Beware of the Batch Size: Hyperparameter Bias in Evaluating LoRA
Sangyoon Lee, Jaeho Lee
TL;DR
This paper tackles the mismatch and contradictions in reported gains for LoRA variants by revealing batch size as a major confound in evaluations. Through a unified experimental framework that varies batch size, learning rate, and protocol, the authors show that vanilla LoRA can match or beat PiSSA and MiLoRA when batch size is optimized, reconciling prior claims. They dissect how the optimal batch size interacts with LoRA rank, dataset scale, and base-model capacity, and propose a low-cost proxy using small-scale, low-rank configurations on the full dataset to identify transferable batch-size settings. The work offers practical guidance for robust evaluation and efficient deployment of LoRA-based fine-tuning in resource-constrained environments, highlighting that the optimal batch size is not universally small and that careful tuning is essential for credible comparisons.
Abstract
Low-rank adaptation (LoRA) is a standard approach for fine-tuning large language models, yet its many variants report conflicting empirical gains, often on the same benchmarks.
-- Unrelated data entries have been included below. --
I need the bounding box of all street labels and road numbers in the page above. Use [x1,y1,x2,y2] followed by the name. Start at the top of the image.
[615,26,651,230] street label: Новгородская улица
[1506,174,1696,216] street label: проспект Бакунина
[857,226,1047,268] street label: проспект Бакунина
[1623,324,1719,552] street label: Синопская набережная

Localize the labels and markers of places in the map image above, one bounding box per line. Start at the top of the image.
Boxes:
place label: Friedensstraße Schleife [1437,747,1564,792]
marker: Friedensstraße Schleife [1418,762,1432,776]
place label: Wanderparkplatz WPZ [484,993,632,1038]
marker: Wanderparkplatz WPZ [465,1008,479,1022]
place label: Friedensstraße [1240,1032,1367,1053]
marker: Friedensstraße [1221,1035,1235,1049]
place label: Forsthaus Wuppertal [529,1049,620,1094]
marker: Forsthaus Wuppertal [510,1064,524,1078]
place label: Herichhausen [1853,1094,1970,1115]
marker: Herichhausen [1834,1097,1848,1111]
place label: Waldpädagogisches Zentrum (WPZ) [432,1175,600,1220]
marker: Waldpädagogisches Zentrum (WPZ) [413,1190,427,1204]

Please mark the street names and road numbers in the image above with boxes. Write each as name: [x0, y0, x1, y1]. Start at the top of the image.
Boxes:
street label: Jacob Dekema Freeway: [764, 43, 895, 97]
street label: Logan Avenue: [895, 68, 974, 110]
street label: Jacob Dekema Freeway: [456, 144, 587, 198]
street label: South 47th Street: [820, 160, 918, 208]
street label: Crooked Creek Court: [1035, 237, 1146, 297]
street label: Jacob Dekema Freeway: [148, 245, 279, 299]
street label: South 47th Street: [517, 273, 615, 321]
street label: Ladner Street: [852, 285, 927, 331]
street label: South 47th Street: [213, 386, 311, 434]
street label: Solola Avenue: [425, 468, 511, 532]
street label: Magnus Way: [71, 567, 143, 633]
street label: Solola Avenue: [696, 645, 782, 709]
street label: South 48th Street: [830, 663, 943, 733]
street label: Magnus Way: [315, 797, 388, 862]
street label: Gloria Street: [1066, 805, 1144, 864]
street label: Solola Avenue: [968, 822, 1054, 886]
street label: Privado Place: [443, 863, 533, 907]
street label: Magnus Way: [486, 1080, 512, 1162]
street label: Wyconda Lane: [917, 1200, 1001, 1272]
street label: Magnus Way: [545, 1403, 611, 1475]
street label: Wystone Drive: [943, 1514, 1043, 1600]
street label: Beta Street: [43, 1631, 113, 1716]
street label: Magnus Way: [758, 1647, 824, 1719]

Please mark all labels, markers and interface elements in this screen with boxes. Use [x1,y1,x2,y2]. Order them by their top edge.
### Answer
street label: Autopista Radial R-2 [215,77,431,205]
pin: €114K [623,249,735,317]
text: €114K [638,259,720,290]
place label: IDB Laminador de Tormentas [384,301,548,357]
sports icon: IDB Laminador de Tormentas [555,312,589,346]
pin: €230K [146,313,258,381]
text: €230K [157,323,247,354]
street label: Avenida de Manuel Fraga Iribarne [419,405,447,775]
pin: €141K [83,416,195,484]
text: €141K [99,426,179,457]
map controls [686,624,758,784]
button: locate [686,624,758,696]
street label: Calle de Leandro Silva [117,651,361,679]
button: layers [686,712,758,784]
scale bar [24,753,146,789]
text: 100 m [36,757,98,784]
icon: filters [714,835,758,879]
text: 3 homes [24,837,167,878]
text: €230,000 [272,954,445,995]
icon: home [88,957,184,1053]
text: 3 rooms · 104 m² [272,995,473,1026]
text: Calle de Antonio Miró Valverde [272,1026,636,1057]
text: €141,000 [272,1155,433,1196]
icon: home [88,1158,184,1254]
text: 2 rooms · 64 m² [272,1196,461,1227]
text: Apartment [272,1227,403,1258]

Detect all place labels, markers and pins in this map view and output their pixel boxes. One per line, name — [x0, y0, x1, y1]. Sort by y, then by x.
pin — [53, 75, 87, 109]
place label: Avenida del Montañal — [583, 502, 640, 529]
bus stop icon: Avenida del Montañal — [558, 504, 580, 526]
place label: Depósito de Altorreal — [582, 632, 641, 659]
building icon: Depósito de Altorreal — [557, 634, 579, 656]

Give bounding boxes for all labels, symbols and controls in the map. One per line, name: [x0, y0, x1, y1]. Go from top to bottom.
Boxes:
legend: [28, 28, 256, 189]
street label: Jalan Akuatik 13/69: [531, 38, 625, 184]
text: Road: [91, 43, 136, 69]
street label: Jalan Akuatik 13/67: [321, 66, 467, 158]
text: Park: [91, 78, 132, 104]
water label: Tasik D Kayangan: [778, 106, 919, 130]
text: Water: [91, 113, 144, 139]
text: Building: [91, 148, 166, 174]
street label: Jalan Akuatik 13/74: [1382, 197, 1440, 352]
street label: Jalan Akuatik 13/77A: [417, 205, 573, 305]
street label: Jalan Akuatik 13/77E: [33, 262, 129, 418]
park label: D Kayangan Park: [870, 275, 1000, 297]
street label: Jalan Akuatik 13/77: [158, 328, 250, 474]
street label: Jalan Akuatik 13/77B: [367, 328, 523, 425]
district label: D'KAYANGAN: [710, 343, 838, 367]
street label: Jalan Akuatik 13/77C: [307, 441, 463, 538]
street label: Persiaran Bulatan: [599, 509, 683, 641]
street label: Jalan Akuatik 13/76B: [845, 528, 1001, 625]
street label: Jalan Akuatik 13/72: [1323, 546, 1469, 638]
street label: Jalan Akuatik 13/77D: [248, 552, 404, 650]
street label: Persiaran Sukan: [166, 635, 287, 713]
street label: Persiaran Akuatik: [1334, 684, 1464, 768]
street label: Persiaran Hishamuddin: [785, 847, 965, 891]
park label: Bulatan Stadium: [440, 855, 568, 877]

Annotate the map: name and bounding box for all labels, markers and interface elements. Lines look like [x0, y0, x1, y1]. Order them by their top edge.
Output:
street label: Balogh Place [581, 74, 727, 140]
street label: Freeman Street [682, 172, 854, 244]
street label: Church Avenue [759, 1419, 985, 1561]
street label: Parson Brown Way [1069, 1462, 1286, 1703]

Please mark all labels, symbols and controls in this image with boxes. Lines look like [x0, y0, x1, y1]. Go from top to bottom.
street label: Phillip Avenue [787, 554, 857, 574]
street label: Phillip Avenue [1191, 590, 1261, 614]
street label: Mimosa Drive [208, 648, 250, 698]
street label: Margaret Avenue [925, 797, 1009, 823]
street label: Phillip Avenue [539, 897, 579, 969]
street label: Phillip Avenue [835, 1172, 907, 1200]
We show that these contradictions arise from a single overlooked factor: the batch size. When properly tuned, vanilla LoRA often matches the performance of more complex variants. We further propose a proxy-based, cost-efficient strategy for batch size tuning, revealing the impact of rank, dataset size, and model capacity on the optimal batch size. Our findings elevate batch size from a minor implementation detail to a first-order design parameter, reconciling prior inconsistencies and enabling more reliable evaluations of LoRA variants.